Conservative Leader Pierre Poilievre said in the House of Commons Thursday that Carney’s speech was filled with “seemingly sophisticated but highly contradictory buzzwords.”

“On the one hand, he says that we are in the middle of a rupture with the United States, while on the other he says he wants to make America, in his words, great again,” said Poilievre.

“His elbows were again flapping up and down in the rhetorical chicken dance as he cannot seem to decide if integration with the U.S. is a strength or a weakness.”

Carney’s office has not yet identified the CEOs, entrepreneurs, business leaders and money managers he’s expected to meet with in New York to pitch Canada as an investment destination.

The trip comes as Mexican and American officials assemble this week for negotiations on the Canada-U.S.-Mexico-Agreement on trade, better known as CUSMA.

The United States has not officially launched CUSMA negotiations with Canada.

U.S Trade Representative Jamieson Greer said Tuesday that while there are significant trade issues with Canada, he has been in regular contact with his Canadian counterparts.

The CUSMA review sets up a three-way choice for each country to make in July.

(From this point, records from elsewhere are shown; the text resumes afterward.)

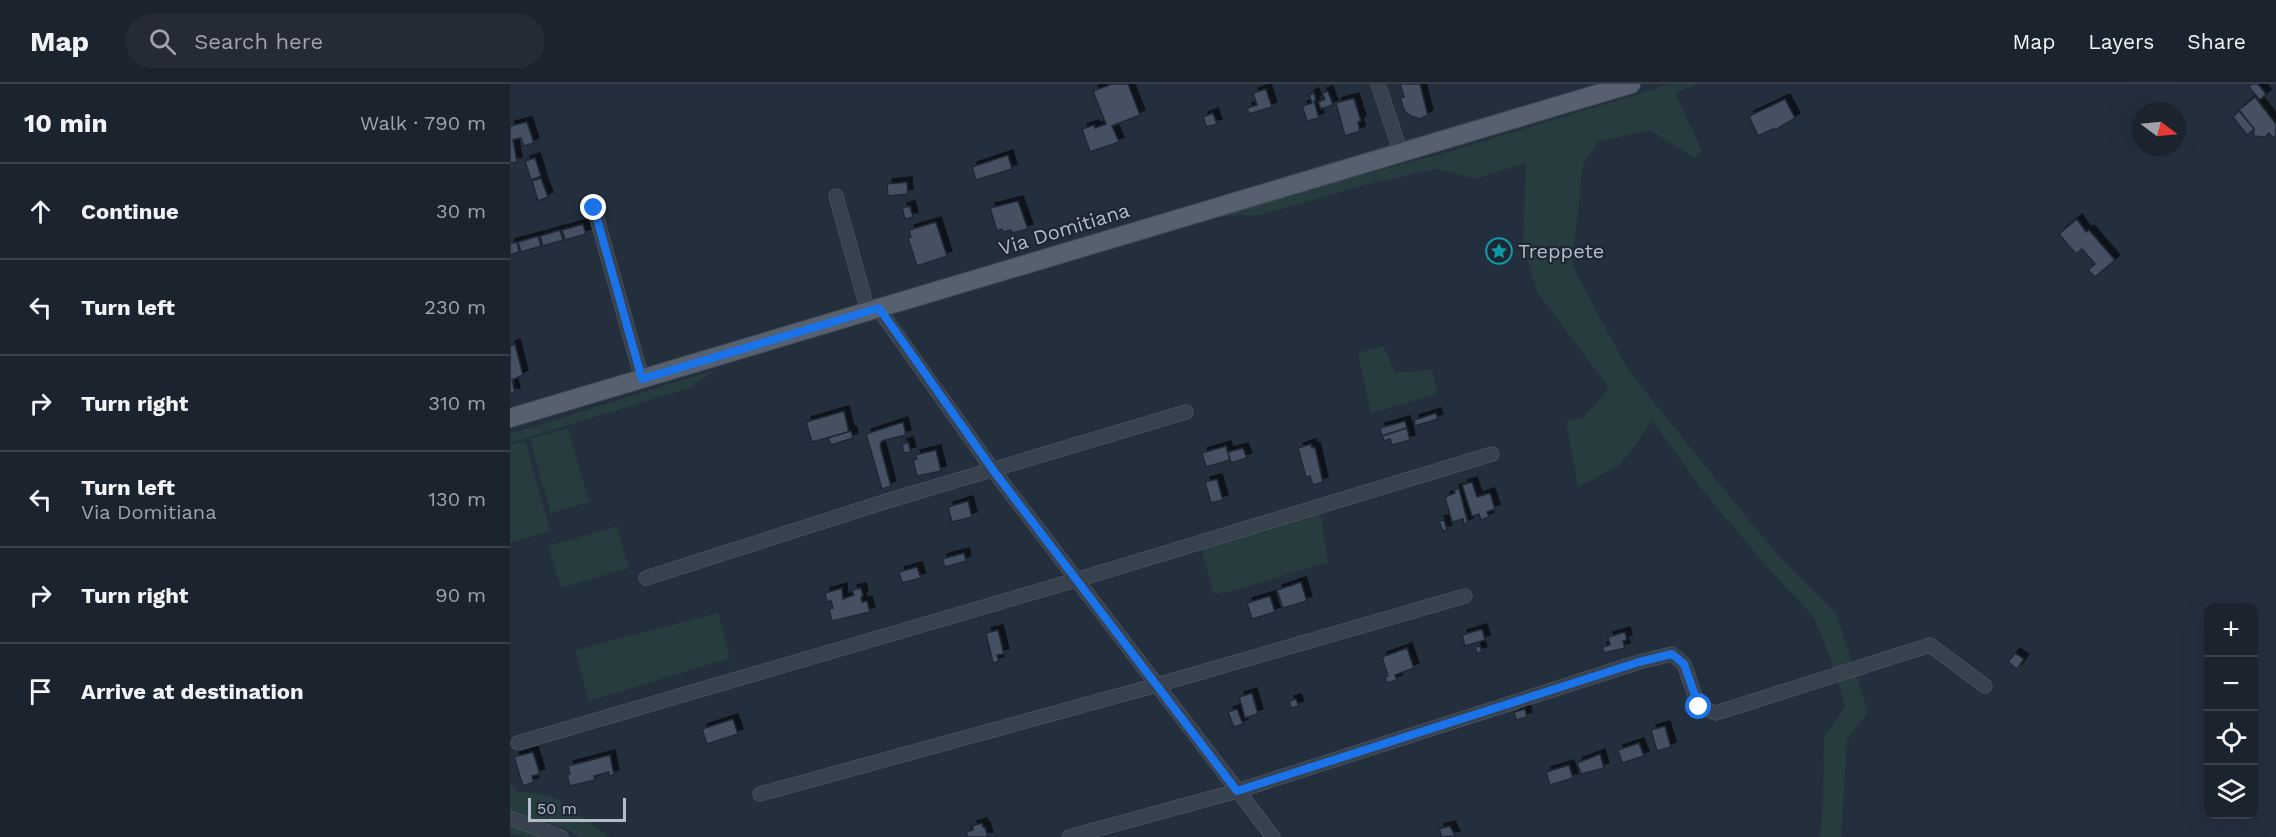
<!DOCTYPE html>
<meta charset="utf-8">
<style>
:root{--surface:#1b232e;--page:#242b36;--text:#f1f3f6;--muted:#a0a4aa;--line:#39404a}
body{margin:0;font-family:"Work Sans",sans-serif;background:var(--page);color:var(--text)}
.controls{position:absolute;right:18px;bottom:18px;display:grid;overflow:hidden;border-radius:12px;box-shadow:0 6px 24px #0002}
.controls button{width:54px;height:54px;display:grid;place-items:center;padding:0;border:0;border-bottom:2px solid var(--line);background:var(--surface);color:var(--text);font:30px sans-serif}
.compass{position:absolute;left:1622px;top:18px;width:54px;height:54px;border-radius:50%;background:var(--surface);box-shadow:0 6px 24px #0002;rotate:106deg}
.scale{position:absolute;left:18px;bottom:15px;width:98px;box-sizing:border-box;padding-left:6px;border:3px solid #b4bcc9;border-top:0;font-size:16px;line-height:21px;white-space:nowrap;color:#b4bcc9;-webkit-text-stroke:4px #1d2633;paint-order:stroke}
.stop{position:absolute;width:18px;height:18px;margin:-14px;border:4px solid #1a73e8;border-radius:50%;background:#fff}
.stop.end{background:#1a73e8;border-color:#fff;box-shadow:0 2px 6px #0008}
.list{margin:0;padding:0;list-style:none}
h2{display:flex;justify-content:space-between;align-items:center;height:78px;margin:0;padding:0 24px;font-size:26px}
h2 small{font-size:20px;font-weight:400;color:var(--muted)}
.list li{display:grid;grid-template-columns:39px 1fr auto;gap:18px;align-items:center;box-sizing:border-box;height:96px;padding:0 24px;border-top:2px solid var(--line)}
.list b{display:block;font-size:22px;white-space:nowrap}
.list p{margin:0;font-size:20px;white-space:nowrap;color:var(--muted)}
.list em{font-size:20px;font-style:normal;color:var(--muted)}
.icon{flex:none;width:33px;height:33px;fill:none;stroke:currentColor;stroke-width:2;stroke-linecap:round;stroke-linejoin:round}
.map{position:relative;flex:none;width:1766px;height:753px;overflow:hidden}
header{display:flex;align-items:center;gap:36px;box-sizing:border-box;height:84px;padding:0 30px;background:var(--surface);border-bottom:2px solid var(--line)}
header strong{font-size:28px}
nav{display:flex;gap:33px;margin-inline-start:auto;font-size:21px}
.search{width:420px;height:54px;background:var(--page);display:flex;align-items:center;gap:15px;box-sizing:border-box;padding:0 21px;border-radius:33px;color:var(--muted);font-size:22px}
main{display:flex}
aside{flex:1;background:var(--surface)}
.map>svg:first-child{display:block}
.green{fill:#263c3f}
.building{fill:#455162;stroke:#1f2835;stroke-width:1.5;filter:url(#shadow)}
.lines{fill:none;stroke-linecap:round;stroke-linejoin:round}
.minor-casing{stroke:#565f6c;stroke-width:15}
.major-casing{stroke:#414a57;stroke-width:20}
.minor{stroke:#38414e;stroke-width:14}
.major{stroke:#56606e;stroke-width:18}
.route{stroke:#1a73e8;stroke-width:8}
.labels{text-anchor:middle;stroke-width:4.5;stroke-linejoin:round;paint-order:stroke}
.street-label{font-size:20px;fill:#b4bcc9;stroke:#1d2633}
.poi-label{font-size:20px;fill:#b4bcc9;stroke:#1d2633;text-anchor:start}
</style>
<header>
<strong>Map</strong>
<div class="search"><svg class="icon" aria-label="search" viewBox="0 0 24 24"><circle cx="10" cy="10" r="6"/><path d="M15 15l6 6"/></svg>Search here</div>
<nav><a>Map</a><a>Layers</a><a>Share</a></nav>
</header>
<main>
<aside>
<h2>10 min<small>Walk · 790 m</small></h2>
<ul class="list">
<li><svg class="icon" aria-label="ahead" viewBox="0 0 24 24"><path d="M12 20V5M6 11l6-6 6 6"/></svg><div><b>Continue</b></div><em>30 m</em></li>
<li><svg class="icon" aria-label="left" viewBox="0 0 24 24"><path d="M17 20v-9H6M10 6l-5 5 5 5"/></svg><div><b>Turn left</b></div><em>230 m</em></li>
<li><svg class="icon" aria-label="right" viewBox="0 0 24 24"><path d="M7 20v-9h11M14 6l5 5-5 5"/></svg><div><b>Turn right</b></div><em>310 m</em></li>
<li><svg class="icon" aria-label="left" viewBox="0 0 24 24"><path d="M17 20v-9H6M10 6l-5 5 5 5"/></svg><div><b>Turn left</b><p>Via Domitiana</p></div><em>130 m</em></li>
<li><svg class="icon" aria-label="right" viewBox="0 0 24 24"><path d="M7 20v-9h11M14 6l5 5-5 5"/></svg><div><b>Turn right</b></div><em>90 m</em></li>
<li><svg class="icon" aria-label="arrive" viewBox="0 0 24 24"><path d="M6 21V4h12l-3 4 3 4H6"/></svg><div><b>Arrive at destination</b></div></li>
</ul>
</aside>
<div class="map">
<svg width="1766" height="753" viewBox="0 0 1766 753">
<defs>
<filter id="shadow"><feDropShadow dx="5" dy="-5" stdDeviation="0" flood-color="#0009"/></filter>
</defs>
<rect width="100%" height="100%" fill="#242f3e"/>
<g class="green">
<path d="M1161,0H1187L1165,9L1192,67L1185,74L1140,46L1088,58L1073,81L1062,181L1118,286L1264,467L1326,529L1358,628L1337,656L1331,753H1310L1313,719L1314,654L1335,622L1321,576L1303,532L1259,485L1190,403L1143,337L1110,381L1068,403L1056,338L1074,333L1099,304L1027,208L1013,160L1016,79L965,95L927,85L854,101L751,131L713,132L781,110L948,65Z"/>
<path d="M873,262L886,289L922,285L927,310L861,329L848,269Z"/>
<path d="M207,285L179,304L0,359V350Z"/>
<path d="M58,344L79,418L41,429L20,355Z"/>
<path d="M15,357L40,447L0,459V361Z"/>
<path d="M810,427L818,478L722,507L704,510L691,465Z"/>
<path d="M107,442L119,484L51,504L38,462Z"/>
<path d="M208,529L220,574L79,617L65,566Z"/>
<path d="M0,699L7,708L28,709L49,716L99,753H69L57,745L0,728Z"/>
<path d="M0,739L33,753H16L0,750Z"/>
</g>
<g class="building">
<path d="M602,0H618L630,31L602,42L609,58L580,68L572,45L584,41L585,44L596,40L583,7Z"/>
<path d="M890,0H910L918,31L910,35L901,32L895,28L890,14L894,13Z"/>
<path d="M1742,0H1748L1756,10L1750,16L1739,3Z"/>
<path d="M756,5L762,23L739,30L737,24L747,21L743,9Z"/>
<path d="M818,7L823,21L811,25L808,18L815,15L812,9Z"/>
<path d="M804,9L806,16L804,17L809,34L797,37L792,22L802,19L799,11Z"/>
<path d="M1745,13L1766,40V51L1763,54L1759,49L1755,53L1744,52V45L1729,26Z"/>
<path d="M844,14L851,37L848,38L850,47L835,52L826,19Z"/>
<path d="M1275,15L1285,34L1267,45H1263L1248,52L1239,32Z"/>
<path d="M1729,27L1744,45L1737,51L1723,33Z"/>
<path d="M703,29L707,40L696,43L693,33Z"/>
<path d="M17,38L24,59L14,62L11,54L3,56L7,78L0,79V42Z"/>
<path d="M498,71L502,85L466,96L462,83Z"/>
<path d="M25,74L31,92L21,96L15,77Z"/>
<path d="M31,94L38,113L28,117L22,97Z"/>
<path d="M397,98L398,110L378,112L377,100Z"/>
<path d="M508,117L518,145L502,149L501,146L493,148L492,145L487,147L480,124Z"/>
<path d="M400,122L403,133L395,135L392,124Z"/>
<path d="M1567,135L1576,148L1579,146L1605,176L1585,193L1578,186L1585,180L1572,165L1566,170L1549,150Z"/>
<path d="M426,138L437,172L407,182L398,154L401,153L399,146Z"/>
<path d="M73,140L76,150L55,156L52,146Z"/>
<path d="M50,146L53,156L33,162L30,152Z"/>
<path d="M28,152L31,162L11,168L8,158Z"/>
<path d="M7,158L9,168L0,171V160Z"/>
<path d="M5,260L13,291L2,296L5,309H0V262Z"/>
<path d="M334,327L339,348L302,358L296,338Z"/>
<path d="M926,329L928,335L905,342L904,336Z"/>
<path d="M895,337L897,344L872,352L870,344Z"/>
<path d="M393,338L396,351L372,357L370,361L381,402L372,405L356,350Z"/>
<path d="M897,344L900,356L882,361L880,355L874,357L872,352Z"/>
<path d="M341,347L343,354L321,361L318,354Z"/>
<path d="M398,358L401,368L394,369L392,360Z"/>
<path d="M801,360L802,364L805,363L813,398L803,401L800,392L796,393L788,364Z"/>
<path d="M716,362L720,376L696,383L692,369Z"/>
<path d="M733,364L737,374L721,379L718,368Z"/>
<path d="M426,366L431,387L407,392L403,376L407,375L405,371Z"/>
<path d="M707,395L713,416L701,419L695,398Z"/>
<path d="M962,398L967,413L980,409L985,425L977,428L979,433L971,436L969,430L962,432L952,401Z"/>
<path d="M949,404L958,439L954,440L953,435L942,438L935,413L945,409L944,406Z"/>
<path d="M458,417L462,433L442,438L438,423Z"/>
<path d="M934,436L937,446L933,447L929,437Z"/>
<path d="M454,469L456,477L435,483L432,475Z"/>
<path d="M407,483L411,494L392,499L389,488Z"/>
<path d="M791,498L797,517L773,524L767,506Z"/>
<path d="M332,504L333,515L344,511L342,506L351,504L353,512L351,513L352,518L357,517L360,528L322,537L319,525L323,524L321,517L317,518L315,509Z"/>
<path d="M760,512L765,528L742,535L737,519Z"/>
<path d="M972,545L975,556L955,562L952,551Z"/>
<path d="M488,546L494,570L487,571L489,577L483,579L476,549Z"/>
<path d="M1115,548L1117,556L1113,557L1115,564L1094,569L1092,563L1100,561L1098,553Z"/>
<path d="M970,562L972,568L967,569L965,563Z"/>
<path d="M897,564L904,584L885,591L887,596L877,599L875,593L878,592L872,573Z"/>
<path d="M1505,569L1514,575L1507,585L1498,578Z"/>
<path d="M742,609L748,630L735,634L729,613Z"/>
<path d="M786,615L789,622L781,624L779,617Z"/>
<path d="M727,625L733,640L724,643L718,628Z"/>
<path d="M1015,625L1017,633L1006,636L1004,628Z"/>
<path d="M223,635L228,650L197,660L192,645Z"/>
<path d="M1155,642L1161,663L1147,667L1141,646Z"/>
<path d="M1129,659L1134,672L1112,679L1108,666Z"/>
<path d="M23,668L30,690L22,692L24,698L13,702L4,673Z"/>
<path d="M1090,670L1094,684L1071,690L1067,679Z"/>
<path d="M100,671L104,691L99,692V688L84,692L85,696L60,702L57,691L60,690L58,682Z"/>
<path d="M1059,681L1063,694L1040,701L1036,688Z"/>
<path d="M472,739L473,743H475L478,753H458L456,748L463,746L462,742Z"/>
<path d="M940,742L945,752L932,753L929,745Z"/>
</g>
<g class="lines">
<g class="minor-casing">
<g id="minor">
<path d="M868,0L891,69"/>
<path d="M326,112L358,227"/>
<path d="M84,124L132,295"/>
<path d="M368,224L483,386L763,753"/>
<path d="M136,494L377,417L676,328"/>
<path d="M8,659L566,496L982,370"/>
<path d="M250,710L647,601L955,512"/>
<path d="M0,734L51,753"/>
<path d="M559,753L727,707L1129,578L1162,570L1174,580L1189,623L1206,629L1420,561L1475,602"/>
</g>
</g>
<g class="major-casing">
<path id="major" d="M0,334L1121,0"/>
</g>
<use href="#minor" class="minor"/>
<use href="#major" class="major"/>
</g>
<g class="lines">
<path class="route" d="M84,124L132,295L369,224L483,386L727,707L1129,578L1162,570L1174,580L1189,623"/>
</g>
<defs>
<g id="sight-ring" transform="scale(1.35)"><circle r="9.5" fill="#1d2633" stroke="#0f9aa8" stroke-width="1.5"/><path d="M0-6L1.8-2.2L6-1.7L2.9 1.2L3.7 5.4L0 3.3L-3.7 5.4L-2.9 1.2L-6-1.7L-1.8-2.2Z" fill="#0f9aa8"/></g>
</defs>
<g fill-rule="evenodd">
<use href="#sight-ring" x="989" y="167"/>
</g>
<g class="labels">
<g class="street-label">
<text transform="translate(554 145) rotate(-17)" y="7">Via Domitiana</text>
</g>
<g class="poi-label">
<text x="1008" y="174">Treppete</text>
</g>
</g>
</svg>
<div class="controls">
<button>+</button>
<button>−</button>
<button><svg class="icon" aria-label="locate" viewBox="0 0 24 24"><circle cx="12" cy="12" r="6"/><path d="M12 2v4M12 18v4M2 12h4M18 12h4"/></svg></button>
<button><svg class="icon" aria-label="layers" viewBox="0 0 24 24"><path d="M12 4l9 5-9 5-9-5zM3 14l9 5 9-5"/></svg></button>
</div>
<svg class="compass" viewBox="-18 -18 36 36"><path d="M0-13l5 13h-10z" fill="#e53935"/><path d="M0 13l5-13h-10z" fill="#a0a4aa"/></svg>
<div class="scale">50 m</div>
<div class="stop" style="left:1189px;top:623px"></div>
<div class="stop end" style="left:84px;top:124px"></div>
</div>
</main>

They can renew the deal for another 16 years, withdraw from it or signal both non-renewal and non-withdrawal — which would trigger an annual review that could keep negotiations going for up to a decade.

Greer has suggested the Trump administration is unlikely to rubber-stamp a renewal and the three countries are preparing for lengthy trade talks.

Trump froze trade negotiations with Canada last year because he was angered by an Ontario-sponsored ad quoting former president Ronald Reagan criticizing tariffs.

While the relationship appeared to thaw in March after a meeting between Greer and Canada-U.S. Trade Minister Dominic LeBlanc, no official negotiations have been launched.

Greer said Tuesday most countries “begrudgingly” accepted that some level of tariffs would remain, but Canada is in a “different spot” and it’s “hard to see where that ends.” He said tariffs would remain on Canada and Mexico, despite the trade agreement.

As the Trump administration continues to signal a turbulent path forward for the bilateral relationship — it paused the long-standing Permanent Joint Board on Defense earlier this month — Carney has focused on securing investment and deepening Canadian ties with other countries.

On Wednesday, Carney announced the federal government is entering into contract negotiations with Sweden’s Saab to buy a fleet of surveillance aircraft for the Royal Canadian Air Force.

China is among the countries Carney is pursuing a stronger relationship with, following years of diplomatic turmoil. Carney was asked about his recent trip to Beijing during a panel discussion at the Economic Club of New York event Thursday.

The prime minister visited China in January and met with President Xi Jinping. China’s foreign minister, Wang Yi, is in Ottawa this week for meetings, the first such visit in a decade.

Carney said the meetings were important because diplomatic relations had broken down, trade had been undermined by a series of tariffs and the relationship was “in need of a reset.”

Carney said he told Xi China has to assume more responsibility for the global international monetary and financial system.

“In my judgment, they need to move more rapidly and more deliberately on it,” he said. “I think we need to help them in a way around the margins.”